Loading ...
Sorry, an error occurred while loading the content.

Re: find/replace problem and a good tutorial

Expand Messages
  • Tim Chase
    ... There are a variety of ways these can be defined :) This would likely be something like ... g ). /g ... g ). /g These should take care
    Message 1 of 11 , May 30, 2005
    • 0 Attachment
      > _word_ to <em>word</em>
      > *word* to <strong>word</strong>
      > ??word?? to <cite>word</cite>

      There are a variety of ways these can be defined :)

      This would likely be something like

      :%s/\<_\(\S*\)_\>/\='<em>'.substitute(submatch(1), '_', ' ',
      'g').'<\/em>'/g

      :%s/\*\(\S*\)\*/\='<strong>'.substitute(submatch(1), '*', ' ',
      'g').'<\/strong>'/g

      These should take care of _cases_like_this_ though I haven't
      figured out a clean way for it to handle _cases like this_ in
      terms of distinguishing them from _a first case_ and _a second_
      where there are two on the same line. If it's just a single
      word, they can be simplified to

      :%s/\<_\(\S*\)_\>/<em>\1<\/em>/g
      :%s/\*\(\S*\)\*/<strong>\1<\/strong>/g

      or if only a single "_" marks both the beginning and the end, as
      in the above _this is an example_, then it can be done similarly
      with

      :%s/\<_\([^_]*\)_\>/<em>\1<\/em>/g
      :%s/\<\*\([^_]*\)\*\>/<strong>\1<\/strong>/g

      Also, note that the "*...*" ones don't make use of the \<...\>
      because that's not considered a word-boundary. This assumes your
      'iskeyword' property doesn't include an asterisk, but does
      include the underscore. YMMV if you've bunged with this option
      :)

      The third one is a bit trickier, as you've got to find two
      adjacent characters to work with. If *no* question marks can
      occur in the text, it's not so bad. Something like

      %s/??\([^?]\+\)??/<cite>\1<\/cite>/g

      However, if you're allowed to have something like

      ??What time is it? she said??

      then something, perhaps, like the following (mostly untested)

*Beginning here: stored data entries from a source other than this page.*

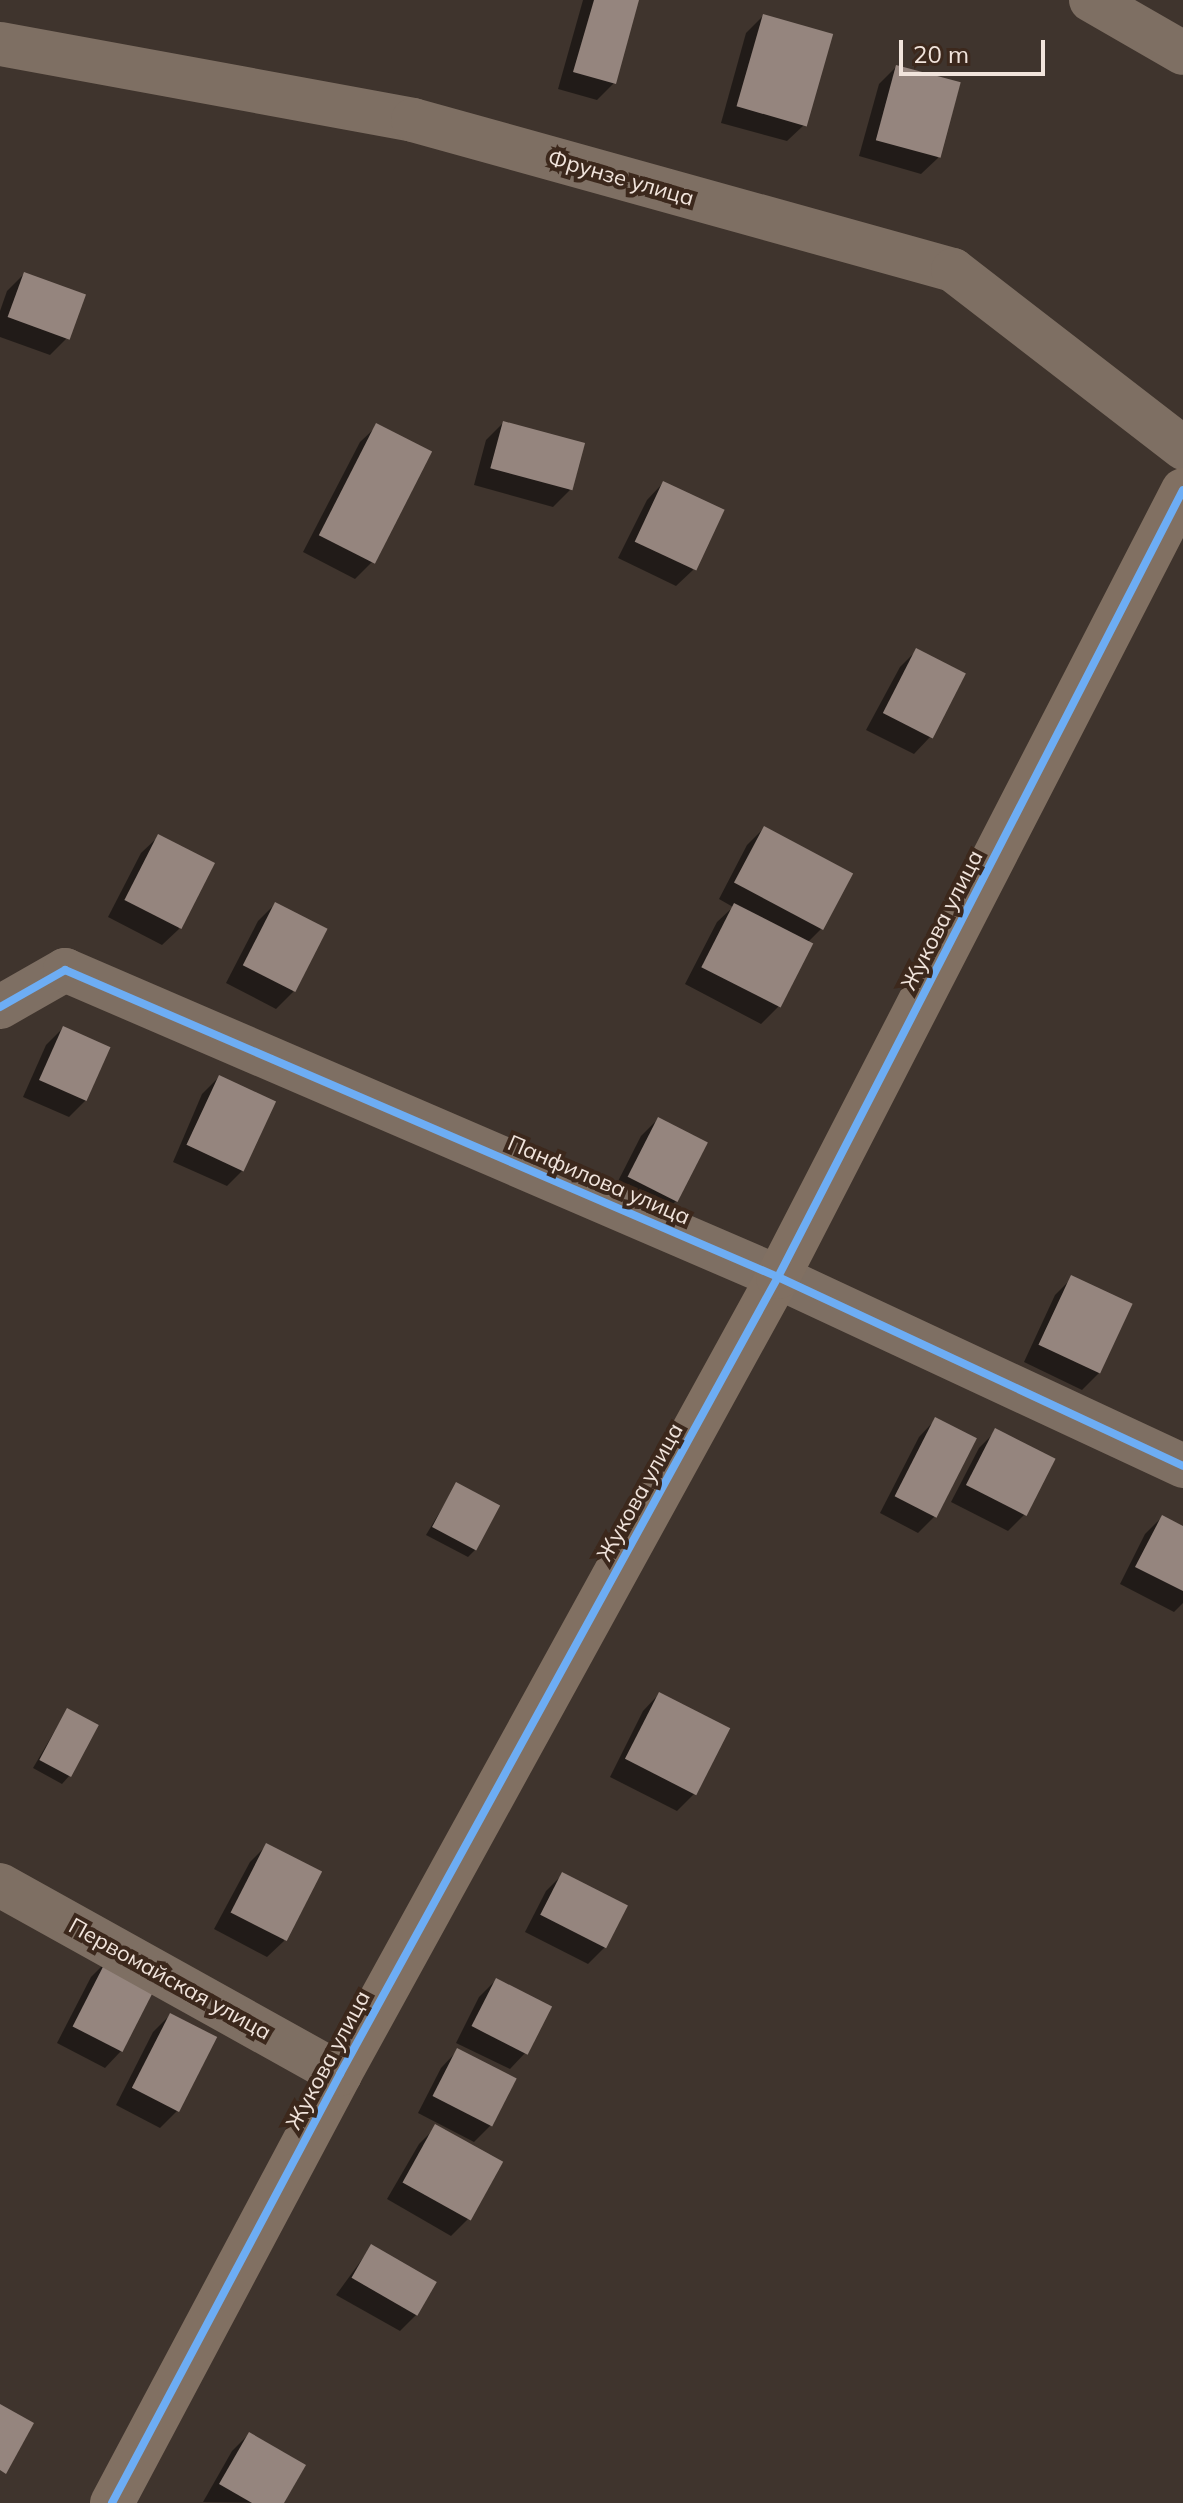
<!DOCTYPE html>
<html>
<head>
<meta charset="utf-8">
<style>
	body { margin:0 }
	#map { position:relative; width:1183px; height:2503px; overflow:hidden; background:#3f342d; font-family:Mulish,sans-serif }
	div>[style] { position:absolute }
	[style*='--x'] { left:calc(var(--x)*1px); top:calc(var(--y)*1px); width:calc(var(--w)*1px); rotate:calc(var(--a)*1deg) }
	.shadow>* { inset:0; background:#0007 }
	.building>* { inset:0; background:#95857e; transform-origin:0 0 }
	.street>* { height:44px; margin:-22px; padding:0 22px; transform-origin:22px; border-radius:22px; background:#7e6f63 }
	.secondary>* { height:44px; margin:-22px; padding:0 22px; transform-origin:22px; border-radius:22px; background:#817062 }
	.cycleway>* { height:8px; margin:-4px; padding:0 4px; transform-origin:4px; border-radius:4px; background:#6dadf4 }
	span { translate:-50% -50%; white-space:nowrap; text-align:center; line-height:1.15; -webkit-text-stroke:8px #3c281c; paint-order:stroke }
	.street-label { font-size:22px; color:#f1e4dc }
	.scale { position:absolute; left:899px; top:40px; width:146px; height:36px; box-sizing:border-box; border:4px solid #f1e4dc; border-top:0; padding-left:10px; font-size:24px; line-height:28px; white-space:nowrap; color:#f1e4dc; -webkit-text-stroke:6px #3c281c; paint-order:stroke }
</style>
</head>
<body>
<div id="map">
	<div class="shadow">
		<div style="clip-path:polygon(583px 0,637px 0,614px 83px,597px 100px,558px 89px)"></div>
		<div style="clip-path:polygon(763px 16px,804px 125px,787px 141px,721px 123px,746px 33px)"></div>
		<div style="clip-path:polygon(896px 67px,938px 158px,921px 174px,859px 156px,879px 84px)"></div>
		<div style="clip-path:polygon(24px 274px,67px 338px,50px 355px,0 337px,0 311px,7px 291px)"></div>
		<div style="clip-path:polygon(503px 423px,570px 490px,553px 507px,474px 485px,486px 440px)"></div>
		<div style="clip-path:polygon(377px 426px,372px 562px,355px 579px,303px 552px,360px 442px)"></div>
		<div style="clip-path:polygon(663px 483px,693px 570px,676px 586px,618px 558px,647px 500px)"></div>
		<div style="clip-path:polygon(917px 650px,930px 737px,914px 754px,866px 730px,900px 667px)"></div>
		<div style="clip-path:polygon(764px 828px,822px 928px,807px 943px,778px 1007px,761px 1024px,685px 984px,717px 922px,733px 907px,719px 899px,747px 845px)"></div>
		<div style="clip-path:polygon(158px 837px,179px 929px,162px 945px,108px 917px,141px 853px)"></div>
		<div style="clip-path:polygon(275px 904px,293px 992px,276px 1009px,226px 983px,258px 921px)"></div>
		<div style="clip-path:polygon(63px 1028px,86px 1100px,69px 1117px,23px 1097px,46px 1045px)"></div>
		<div style="clip-path:polygon(219px 1077px,244px 1169px,227px 1186px,173px 1162px,202px 1094px)"></div>
		<div style="clip-path:polygon(658px 1119px,676px 1201px,659px 1217px,612px 1193px,641px 1136px)"></div>
		<div style="clip-path:polygon(1072px 1278px,1099px 1373px,1082px 1390px,1024px 1362px,1055px 1295px)"></div>
		<div style="clip-path:polygon(935px 1420px,935px 1516px,918px 1533px,880px 1513px,919px 1437px)"></div>
		<div style="clip-path:polygon(996px 1431px,1025px 1514px,1008px 1531px,951px 1502px,979px 1448px)"></div>
		<div style="clip-path:polygon(456px 1485px,476px 1549px,468px 1557px,426px 1535px)"></div>
		<div style="clip-path:polygon(1162px 1517px,1183px 1528px,1183px 1603px,1174px 1612px,1120px 1584px,1145px 1534px)"></div>
		<div style="clip-path:polygon(659px 1694px,694px 1794px,677px 1811px,610px 1777px,643px 1711px)"></div>
		<div style="clip-path:polygon(67px 1710px,70px 1775px,62px 1784px,33px 1768px)"></div>
		<div style="clip-path:polygon(267px 1845px,284px 1941px,267px 1957px,214px 1929px,250px 1862px)"></div>
		<div style="clip-path:polygon(563px 1874px,605px 1947px,588px 1964px,525px 1932px,546px 1891px)"></div>
		<div style="clip-path:polygon(108px 1960px,121px 2051px,105px 2068px,57px 2043px,91px 1977px)"></div>
		<div style="clip-path:polygon(496px 1980px,526px 2052px,510px 2069px,456px 2043px,479px 1997px)"></div>
		<div style="clip-path:polygon(170px 2015px,177px 2111px,160px 2128px,116px 2105px,153px 2032px)"></div>
		<div style="clip-path:polygon(457px 2051px,491px 2125px,474px 2142px,418px 2113px,441px 2068px)"></div>
		<div style="clip-path:polygon(436px 2127px,468px 2219px,451px 2236px,387px 2199px,419px 2144px)"></div>
		<div style="clip-path:polygon(371px 2247px,417px 2314px,400px 2331px,336px 2295px)"></div>
		<div style="clip-path:polygon(249px 2434px,282px 2503px,203px 2502px,232px 2451px)"></div>
	</div>
	<div class="building">
		<div style="clip-path:polygon(594px 0,639px 0,616px 84px,573px 72px)"></div>
		<div style="left:763px;top:14px;width:73px;height:96px;rotate:16deg"></div>
		<div style="left:896px;top:65px;width:67px;height:78px;rotate:15deg"></div>
		<div style="left:24px;top:272px;width:66px;height:48px;rotate:20deg"></div>
		<div style="left:503px;top:421px;width:85px;height:49px;rotate:15deg"></div>
		<div style="left:376px;top:423px;width:63px;height:126px;rotate:27deg"></div>
		<div style="left:663px;top:481px;width:68px;height:67px;rotate:25deg"></div>
		<div style="left:916px;top:648px;width:56px;height:73px;rotate:27deg"></div>
		<div style="left:764px;top:826px;width:101px;height:64px;rotate:28deg"></div>
		<div style="left:158px;top:834px;width:64px;height:74px;rotate:27deg"></div>
		<div style="left:275px;top:902px;width:59px;height:71px;rotate:27deg"></div>
		<div style="left:734px;top:903px;width:89px;height:72px;rotate:27deg"></div>
		<div style="left:63px;top:1026px;width:52px;height:59px;rotate:24deg"></div>
		<div style="left:219px;top:1075px;width:63px;height:77px;rotate:25deg"></div>
		<div style="left:658px;top:1117px;width:56px;height:67px;rotate:27deg"></div>
		<div style="left:1071px;top:1275px;width:68px;height:77px;rotate:25deg"></div>
		<div style="left:935px;top:1417px;width:47px;height:89px;rotate:27deg"></div>
		<div style="left:995px;top:1428px;width:68px;height:64px;rotate:27deg"></div>
		<div style="left:456px;top:1482px;width:50px;height:51px;rotate:28deg"></div>
		<div style="clip-path:polygon(1162px 1515px,1183px 1526px,1183px 1591px,1135px 1567px)"></div>
		<div style="left:659px;top:1692px;width:80px;height:75px;rotate:27deg"></div>
		<div style="left:67px;top:1708px;width:36px;height:59px;rotate:28deg"></div>
		<div style="left:266px;top:1843px;width:63px;height:78px;rotate:27deg"></div>
		<div style="left:562px;top:1872px;width:74px;height:48px;rotate:27deg"></div>
		<div style="left:108px;top:1957px;width:56px;height:78px;rotate:27deg"></div>
		<div style="left:496px;top:1978px;width:63px;height:54px;rotate:27deg"></div>
		<div style="left:170px;top:2013px;width:53px;height:84px;rotate:27deg"></div>
		<div style="left:457px;top:2048px;width:67px;height:54px;rotate:27deg"></div>
		<div style="left:435px;top:2124px;width:78px;height:67px;rotate:29deg"></div>
		<div style="left:371px;top:2244px;width:76px;height:39px;rotate:30deg"></div>
		<div style="clip-path:polygon(0 2404px,34px 2423px,6px 2474px,0 2470px)"></div>
		<div style="clip-path:polygon(249px 2432px,306px 2465px,284px 2503px,252px 2503px,219px 2484px)"></div>
	</div>
	<div class="street">
		<div style="--x:1091;--y:0;--w:106;--a:29.9"></div>
		<div style="--x:0;--y:44;--w:420;--a:10.4"></div>
		<div style="--x:413;--y:120;--w:560;--a:15.52"></div>
		<div style="--x:953;--y:270;--w:291;--a:37.7"></div>
		<div style="--x:0;--y:1007;--w:75;--a:-29.6"></div>
		<div style="--x:65;--y:970;--w:776;--a:23.3"></div>
		<div style="--x:778;--y:1277;--w:447;--a:25"></div>
		<div style="--x:0;--y:1885;--w:389;--a:29.1"></div>
	</div>
	<div class="secondary">
		<div style="--x:112;--y:2503;--w:486;--a:-62"></div>
		<div style="--x:340;--y:2074;--w:909;--a:-61.21"></div>
		<div style="--x:778;--y:1277;--w:885;--a:-62.77"></div>
	</div>
	<div class="cycleway">
		<div style="--x:0;--y:1007;--w:75;--a:-29.6"></div>
		<div style="--x:65;--y:970;--w:776;--a:23.3"></div>
		<div style="--x:778;--y:1277;--w:447;--a:25"></div>
		<div style="--x:112;--y:2503;--w:486;--a:-62"></div>
		<div style="--x:340;--y:2074;--w:909;--a:-61.21"></div>
		<div style="--x:778;--y:1277;--w:885;--a:-62.77"></div>
	</div>
	<div class="street-label">
		<span style="left:621px;top:178px;rotate:16deg">Фрунзе улица</span>
		<span style="left:942px;top:920px;rotate:-63deg">Жукова улица</span>
		<span style="left:599px;top:1180px;rotate:23deg">Панфилова улица</span>
		<span style="left:640px;top:1492px;rotate:-61deg">Жукова улица</span>
		<span style="left:170px;top:1979px;rotate:29deg">Первомайская улица</span>
		<span style="left:328px;top:2060px;rotate:-62deg">Жукова улица</span>
	</div>
	<div class="scale">20 m</div>
</div>
</body>
</html>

      %s/??\([^?]\%(.\%(??\)\@<!\)*\)??/<cite>\1<\/cite>/g

      > Besides helping me with the previous problem, how can I learn
      > regular expressions in a simple way?, some remarkable URL in
      > this respect it would be very valued.

      There are a number of ways to come at it. Having taken a course
      in programming languages really helps, or if you've written your
      own finite-state-machines (FSMs). :) As for links and texts,
      there's an O'reilly book with "regular expressions" in the title
      which is supposed to be quite good. Regexps really are a
      programming language of sorts, so if you code, it's just a matter
      of breaking down the problem (the target matches you want) into
      regexp atoms. Additionally, you'll often see us break down
      complex regexps to help folks understand the magic they're doing.

      So, in that same spirit... :)

      In the first example (the one with the substitute() and
      submatch() functions) it breaks down like this:

      %s/foo/bar/g you're surely familiar with this.

      where "foo" is defined as "\<_\(\S*\)_\>" and "bar" is the
      evaluation of an expression. For more help on replacing with the
      results of expressions, see ":help sub-replace-special".

      Now, that first expression is
      \< ensure the pattern match begins at the start of a word
      _ that begins with an underscore
      \(...\) mark some stuff that we'll reference later
      \S* everything that's not considered whitespace (WS)
      _ the closing/ending underscore
      \> make sure a word ends here (followed by WS)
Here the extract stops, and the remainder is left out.